After Backlash Against Proposed Gas Stove Ban, Progressives Are Gaslighting America
Progressives might not be coming for your existing stove, but they are trying to stop any new installations.
After my column last week about environmentalists' apparent desire to make our lives miserable as they try to improve the environment, I heard from progressives who accused me of jumping on the Fox News bandwagon. That's because I pointed to their latest crusade to highlight the supposed danger of natural-gas stoves.
"I'd laugh my a** off about all the dipsticks freaking out about the imaginary war on gas stoves, but sadly, it's an indication of just how dumb and easily led so many people are," wrote one former journalist on Twitter. That echoed a common theme: conservatives are engaged in their latest unsubstantiated freak-out regarding some "reasonable" policy.
Few regular readers could accuse me of jumping on right-wing bandwagons. Despite some overstatement and inaccurate reporting—and try to find any issue that doesn't garner hysteria on social media—the conservatives are right on point. Climate warriors are indeed trying to ban gas stoves, although they are smart enough to offer a patina of deniability.
Let's recap. The Consumer Product Safety Commission, the federal agency charged with protecting the public from unsafe products, declared its intention to evaluate gas-stove emissions. "Research indicates that emissions from gas stoves can be hazardous," the agency explained. Although beloved by cooks, gas stoves allegedly erode indoor air quality and contribute to asthma problems.
As that journalist noted in a rebuttal to my dismissive tweet, "Oooooh, research. Scary! Who could want more knowledge, after all? I assume you oppose scientific research because you did your own?" No, I have not commissioned my own studies on gas-stove emissions, but I have been studying the gaseous emissions from environmentalists and regulators my entire career and can draw some conclusions.
For starters, government efforts to ban stuff always start with a study. Government agencies don't simply announce a ban on a popular item—whether gas stoves, gas-powered lawnmowers, or internal-combustion-engine vehicles. They start with a premise (this item is dangerous) and then study the Very Serious Issue. Ideologically aligned interests produce studies with predictable results.
In response to the brouhaha, CPSC Chairman Alexander Hoehn-Saric issued a statement assuring Americans that, "I am not looking to ban gas stoves and the CPSC has no proceeding to do so." But that's a bit disingenuous.

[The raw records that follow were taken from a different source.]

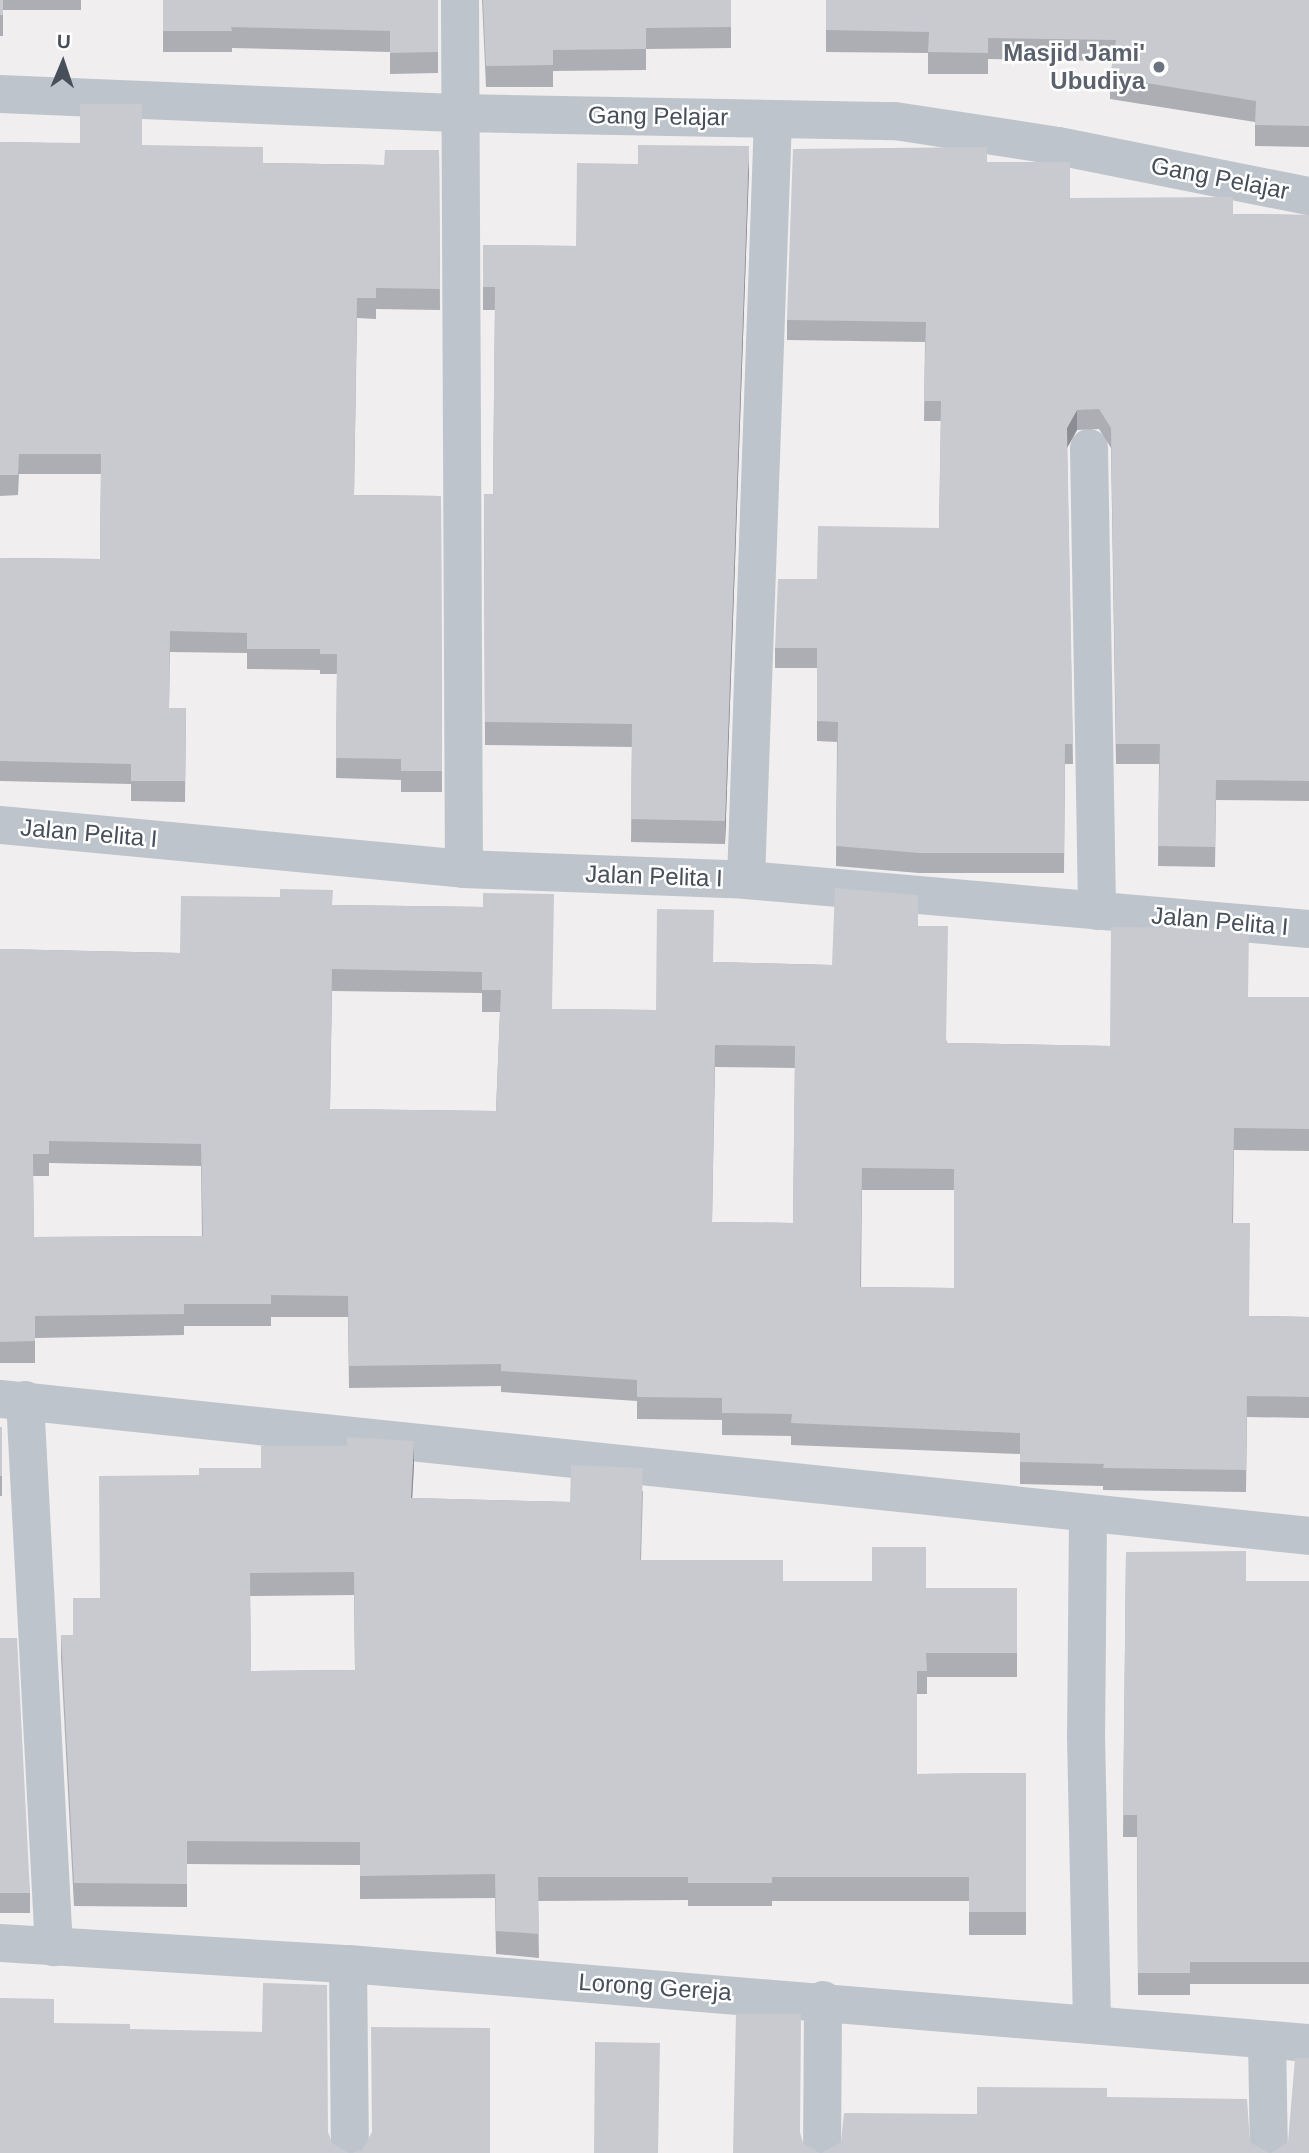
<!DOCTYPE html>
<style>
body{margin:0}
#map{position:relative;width:1309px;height:2153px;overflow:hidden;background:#f0eeee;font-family:Helvetica,sans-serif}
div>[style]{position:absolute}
.minor>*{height:38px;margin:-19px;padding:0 19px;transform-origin:19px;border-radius:19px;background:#bdc4cc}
.wall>*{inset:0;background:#acaeb3}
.shaded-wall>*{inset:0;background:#8c8d92}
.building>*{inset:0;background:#c8cad0}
.dots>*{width:19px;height:19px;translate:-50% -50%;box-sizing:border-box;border:4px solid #fff;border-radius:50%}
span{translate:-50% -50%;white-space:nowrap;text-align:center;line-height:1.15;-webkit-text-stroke:5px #fff;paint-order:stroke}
.worship-label{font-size:24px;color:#5b616d;font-weight:700}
.right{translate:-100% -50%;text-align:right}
.street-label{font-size:24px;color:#474f5a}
.north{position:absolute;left:28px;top:28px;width:70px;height:70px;-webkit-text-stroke:5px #fff;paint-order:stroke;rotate:2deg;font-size:19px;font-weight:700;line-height:28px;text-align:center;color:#474f5a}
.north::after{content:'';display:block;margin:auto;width:24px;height:32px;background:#474f5a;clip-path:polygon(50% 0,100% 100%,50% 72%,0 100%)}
</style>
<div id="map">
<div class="minor">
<div style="left:460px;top:0;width:869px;rotate:89.74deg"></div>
<div style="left:0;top:94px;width:461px;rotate:2.4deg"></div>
<div style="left:461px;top:113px;width:434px;rotate:1.1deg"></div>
<div style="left:895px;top:121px;width:165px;rotate:8.7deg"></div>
<div style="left:1058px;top:146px;width:256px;rotate:11.3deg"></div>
<div style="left:1089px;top:448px;width:463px;rotate:89deg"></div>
<div style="left:0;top:825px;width:466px;rotate:5.4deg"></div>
<div style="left:464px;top:869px;width:282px;rotate:2.2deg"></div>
<div style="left:746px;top:880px;width:565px;rotate:4.97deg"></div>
<div style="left:746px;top:880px;width:761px;rotate:-87.97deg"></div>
<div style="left:0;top:1399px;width:1316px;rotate:5.97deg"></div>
<div style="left:25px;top:1400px;width:548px;rotate:86.97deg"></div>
<div style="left:1088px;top:1516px;width:219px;rotate:90.5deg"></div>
<div style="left:1086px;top:1735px;width:287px;rotate:88.8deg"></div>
<div style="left:0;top:1943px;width:349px;rotate:3.5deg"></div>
<div style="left:348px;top:1964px;width:964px;rotate:4.7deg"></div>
<div style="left:348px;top:1964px;width:189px;rotate:89.4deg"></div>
<div style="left:1267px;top:2040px;width:113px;rotate:89deg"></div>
<div style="left:822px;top:2153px;width:153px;rotate:-89.6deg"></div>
</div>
<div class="wall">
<div style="clip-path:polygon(0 0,81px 0,81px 10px,3px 10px,3px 36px,0 36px)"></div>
<div style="clip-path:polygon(163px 0,438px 0,438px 73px,390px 74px,390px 52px,232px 48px,232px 52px,163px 52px)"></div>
<div style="clip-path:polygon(482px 0,731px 0,731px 48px,646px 49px,646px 70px,553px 71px,553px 87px,486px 87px)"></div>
<div style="clip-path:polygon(826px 0,1309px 0,1309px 147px,1255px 146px,1255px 122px,1110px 99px,1110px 77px,1113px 61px,988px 59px,988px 74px,928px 74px,928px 53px,826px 52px)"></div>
<div style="clip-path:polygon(0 142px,142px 145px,263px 163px,384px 165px,439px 150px,440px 310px,376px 309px,376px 319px,357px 318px,354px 495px,441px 496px,442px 792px,401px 792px,401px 780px,336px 778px,337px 674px,320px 674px,320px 670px,247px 669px,247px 653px,170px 652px,169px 708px,186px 708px,185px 802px,131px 801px,131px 784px,0 781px,0 558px,100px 559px,101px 474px,19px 474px,18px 495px,0 496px)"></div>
<div style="clip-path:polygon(987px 162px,1070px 198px,1233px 214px,1309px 215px,1309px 801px,1216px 800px,1215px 867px,1158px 866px,1159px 764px,1116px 764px,1111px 448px,1099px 429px,1077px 430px,1067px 448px,1073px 764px,1065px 764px,1064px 873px,919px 873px,836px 866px,837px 742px,817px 741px,817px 668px,775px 668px,775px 648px,817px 579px,939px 528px,941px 421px,924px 421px,925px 342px,787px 340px,787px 320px)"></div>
<div style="clip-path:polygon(749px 169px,725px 844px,631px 842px,632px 747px,485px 745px,484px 494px,493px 494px,495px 310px,483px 310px,483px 245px,576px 246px)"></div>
<div style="clip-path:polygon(evenodd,333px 905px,483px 907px,552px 1009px,656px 1010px,713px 962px,832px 965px,918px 926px,947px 1043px,1110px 1046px,1249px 997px,1309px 997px,1309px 1151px,1234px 1150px,1233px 1223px,1249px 1316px,1309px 1317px,1309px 1418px,1247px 1417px,1246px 1492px,1103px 1490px,1103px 1486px,1020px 1484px,1020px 1454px,791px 1445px,791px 1436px,722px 1435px,722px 1420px,637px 1419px,637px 1401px,501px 1392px,501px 1386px,349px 1388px,348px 1317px,271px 1317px,271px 1326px,184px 1326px,184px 1335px,35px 1338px,35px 1363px,0 1363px,0 949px,180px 953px,333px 905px,332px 991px,482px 993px,482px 1012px,500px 1012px,496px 1111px,330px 1109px,332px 991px,333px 905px,715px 1067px,795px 1068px,793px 1223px,712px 1222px,715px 1067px,333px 905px,49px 1163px,201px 1166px,202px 1236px,34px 1237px,33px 1176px,49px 1176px,49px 1163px,333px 905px,862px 1190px,954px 1190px,954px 1288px,861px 1287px,862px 1190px)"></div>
<div style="clip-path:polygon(0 1427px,2px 1427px,2px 1496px,0 1496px)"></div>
<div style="clip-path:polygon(evenodd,414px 1464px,412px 1498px,570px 1502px,643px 1491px,641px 1560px,783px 1581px,926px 1588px,1017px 1588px,1017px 1677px,927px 1677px,927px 1694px,917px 1694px,917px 1774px,1026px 1773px,1026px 1935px,969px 1935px,969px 1901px,772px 1901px,772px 1906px,688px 1906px,688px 1900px,538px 1901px,539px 1958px,496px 1954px,495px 1898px,360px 1899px,360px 1865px,187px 1864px,187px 1907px,74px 1906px,61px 1658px,61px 1635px,73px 1635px,199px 1475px,261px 1468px,414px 1464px,354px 1595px,355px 1670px,251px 1671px,250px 1596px,354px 1595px)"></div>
<div style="clip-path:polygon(1126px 1552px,1246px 1581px,1309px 1581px,1309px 1984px,1190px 1984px,1190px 1995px,1138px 1995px,1137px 1837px,1123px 1837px)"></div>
<div style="clip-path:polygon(0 1638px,30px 1893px,30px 1913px,0 1913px)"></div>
</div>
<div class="shaded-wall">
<div style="clip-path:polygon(749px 146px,749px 169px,725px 844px,725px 821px)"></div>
<div style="clip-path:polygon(1077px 410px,1077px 430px,1067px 448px,1067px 428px)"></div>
<div style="clip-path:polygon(414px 1441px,414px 1464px,411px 1521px,411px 1498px)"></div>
</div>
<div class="building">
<div style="clip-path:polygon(0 0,3px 0,3px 15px,0 15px)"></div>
<div style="clip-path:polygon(163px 0,438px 0,438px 52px,390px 53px,390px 31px,231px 27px,232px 31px,163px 31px)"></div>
<div style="clip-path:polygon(483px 0,731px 0,731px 27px,646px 28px,646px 49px,553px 50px,553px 65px,486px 66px)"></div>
<div style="clip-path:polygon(826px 0,1309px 0,1309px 126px,1255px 125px,1256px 101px,1110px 77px,1116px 40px,988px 38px,988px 53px,928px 52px,929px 32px,826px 30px)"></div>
<div style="clip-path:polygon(80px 104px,142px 104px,142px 145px,263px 147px,263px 163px,384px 165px,385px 150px,439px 150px,440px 289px,376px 288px,376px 298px,357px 298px,354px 495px,441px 496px,442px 771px,401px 771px,401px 759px,336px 758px,337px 654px,320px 654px,320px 649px,247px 649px,247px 633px,170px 631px,169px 708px,186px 708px,185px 781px,131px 781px,131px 764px,0 761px,0 558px,100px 559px,101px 454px,19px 454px,18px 475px,0 475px,0 142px,80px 143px)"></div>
<div style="clip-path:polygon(638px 145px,749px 146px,725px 821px,631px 819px,632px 724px,485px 722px,484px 494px,493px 494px,495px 287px,483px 287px,483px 245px,576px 246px,577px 163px,638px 164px)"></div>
<div style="clip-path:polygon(987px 147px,987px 162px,1070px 162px,1070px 198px,1233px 197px,1233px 214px,1309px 215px,1309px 781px,1216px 780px,1215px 847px,1158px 846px,1160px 744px,1116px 744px,1111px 428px,1099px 409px,1077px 410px,1067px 428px,1073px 744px,1065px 744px,1064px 853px,919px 853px,836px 846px,838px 722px,817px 721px,817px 648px,775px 648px,778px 579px,817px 579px,818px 526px,939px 528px,941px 401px,924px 401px,926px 322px,787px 320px,793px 149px)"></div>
<div style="clip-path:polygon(evenodd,835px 888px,918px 895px,918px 926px,948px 926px,946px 1043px,1110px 1046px,1111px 927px,1249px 928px,1248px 997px,1309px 997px,1309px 1129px,1234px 1128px,1232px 1223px,1250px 1223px,1249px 1316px,1309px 1317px,1309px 1397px,1247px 1396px,1246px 1470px,1103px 1468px,1104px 1464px,1020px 1462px,1020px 1433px,791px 1423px,792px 1414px,722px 1413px,722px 1398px,637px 1397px,637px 1380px,501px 1371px,501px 1364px,349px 1366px,348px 1296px,271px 1295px,271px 1304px,184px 1304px,184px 1314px,35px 1316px,35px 1341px,0 1342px,0 949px,180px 953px,181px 896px,280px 897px,280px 889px,333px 890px,332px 905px,483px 907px,483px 893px,554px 894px,552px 1009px,656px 1010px,657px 909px,714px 910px,713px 962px,832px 965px,835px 888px,332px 969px,482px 972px,482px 990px,501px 990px,496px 1111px,330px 1109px,332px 969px,835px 888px,715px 1045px,795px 1046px,793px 1223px,712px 1222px,715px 1045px,835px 888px,49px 1141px,201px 1144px,203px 1236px,34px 1237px,33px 1154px,49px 1154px,49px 1141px,835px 888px,862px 1168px,954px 1169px,954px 1288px,860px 1287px,862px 1168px)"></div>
<div style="clip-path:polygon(0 1427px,2px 1427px,2px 1476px,0 1476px)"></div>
<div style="clip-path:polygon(evenodd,347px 1437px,414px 1441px,411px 1498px,570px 1502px,571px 1465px,643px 1468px,640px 1560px,783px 1560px,783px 1581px,872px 1581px,872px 1547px,926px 1547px,926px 1588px,1017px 1588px,1017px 1653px,926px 1653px,927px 1671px,917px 1671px,917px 1774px,1026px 1773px,1026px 1912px,969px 1912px,969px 1877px,772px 1877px,772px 1883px,688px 1883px,688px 1877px,538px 1877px,539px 1934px,496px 1931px,495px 1874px,360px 1876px,360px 1842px,187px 1841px,187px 1884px,74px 1883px,61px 1635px,73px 1635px,73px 1598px,100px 1598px,99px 1476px,199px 1475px,199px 1468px,261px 1468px,261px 1446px,347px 1446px,347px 1437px,354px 1572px,355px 1670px,251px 1671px,250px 1573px,354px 1572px)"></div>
<div style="clip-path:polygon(1246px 1551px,1246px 1581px,1309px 1581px,1309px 1962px,1190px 1962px,1190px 1973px,1138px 1973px,1137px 1815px,1123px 1815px,1126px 1552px)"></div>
<div style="clip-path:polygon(0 1638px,17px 1638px,30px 1893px,0 1893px)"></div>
<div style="clip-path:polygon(263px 1983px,327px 1985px,328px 2132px,332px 2143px,349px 2153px,0 2153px,0 1998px,54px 1999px,54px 2023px,130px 2024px,130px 2029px,262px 2032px)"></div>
<div style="clip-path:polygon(736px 2014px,801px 2014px,800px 2132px,803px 2143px,820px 2153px,733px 2153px)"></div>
<div style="clip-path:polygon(371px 2027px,490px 2028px,490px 2153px,352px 2153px,362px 2150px,372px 2132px)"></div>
<div style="clip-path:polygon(595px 2042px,660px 2043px,658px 2153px,594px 2153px)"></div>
<div style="clip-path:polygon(1295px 2058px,1309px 2058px,1309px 2153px,1271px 2153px,1288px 2142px)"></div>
<div style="clip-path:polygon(977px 2087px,1107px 2088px,1107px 2097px,1247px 2099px,1250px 2142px,1269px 2153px,822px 2153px,841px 2142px,844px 2113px,977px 2114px)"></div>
</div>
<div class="dots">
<div style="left:1159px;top:67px;background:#6b7280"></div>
</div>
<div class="worship-label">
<span class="right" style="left:1145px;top:67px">Masjid Jami'<br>Ubudiya</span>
</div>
<div class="street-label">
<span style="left:658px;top:116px;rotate:1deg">Gang Pelajar</span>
<span style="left:1220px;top:178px;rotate:11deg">Gang Pelajar</span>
<span style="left:89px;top:833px;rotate:5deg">Jalan Pelita I</span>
<span style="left:654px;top:876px;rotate:2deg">Jalan Pelita I</span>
<span style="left:1220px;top:921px;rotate:5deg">Jalan Pelita I</span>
<span style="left:655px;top:1987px;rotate:4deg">Lorong Gereja</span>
</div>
<div class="north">U</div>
</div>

CPSC has been targeting gas stoves for months—and it's become a cause du jour among many local officials.
And remember how this got started. CPSC commissioner Richard Trumka Jr. said in an interview that, "(T)his is a hidden hazard. Any option is on the table. Products that can't be made safe can be banned." Imagine the public's stupidity for taking seriously the words of a top official at an agency that banned lawn darts and ordered their immediate destruction.
If this gas-stove emissions panic came in a vacuum, one might still harangue Republicans for, as one writer put it, thrusting "gas stoves into the culture wars." Some conservatives responded in an unserious manner, including U.S. Rep. Jim Jordan (R–Ohio) who tweeted: "God. Guns. Gas stoves." Nevertheless, the Right's instincts are correct. Progressives might not be coming for your existing stove, but they are trying to stop any new installations.
New York City in 2021 passed a ban on new natural-gas stoves (and other gas-fired appliances) in new buildings. It applies to those under seven stories next year and to taller buildings in four years. In 2019, Berkeley was the first U.S. city to impose a similar ban on new construction.
This year, Los Angeles became the largest city in the United States to implement a gas ban. "Over 60 cities and counties across the state are considering policies to support all-electric new construction," the Sierra Club reported (gleefully) in 2021. It's no surprise federal bureaucrats are getting in on the action.
This is how the game works. It is an orchestrated effort driven by climate concerns. Environmentalists want to move toward a renewable electric grid and away from fossil fuels. Natural gas is a fossil fuel. "Natural gas bans are new front in effort to curb emissions," touted one news headline. What better way to build support for that policy than scare people about the dangers of gas cooking?
My goal isn't to engage in a deep debate about the latest research. As with all "trust the science" questions, however, one finds differing informed opinions. The CPSC is relying on one compilation of research published by an environmental group that blames stoves for 12 percent of U.S. childhood asthma cases.
Critics, however, claim the study ignored prominent international research showing no asthma link and didn't address other environmental factors that may have caused the ailment. If indoor air quality were the real issue, then perhaps regulators could insist on proper stove venting—but practical solutions are less interesting than panics.
Do your own evaluation, but don't let anyone gaslight you into thinking this crusade is imaginary.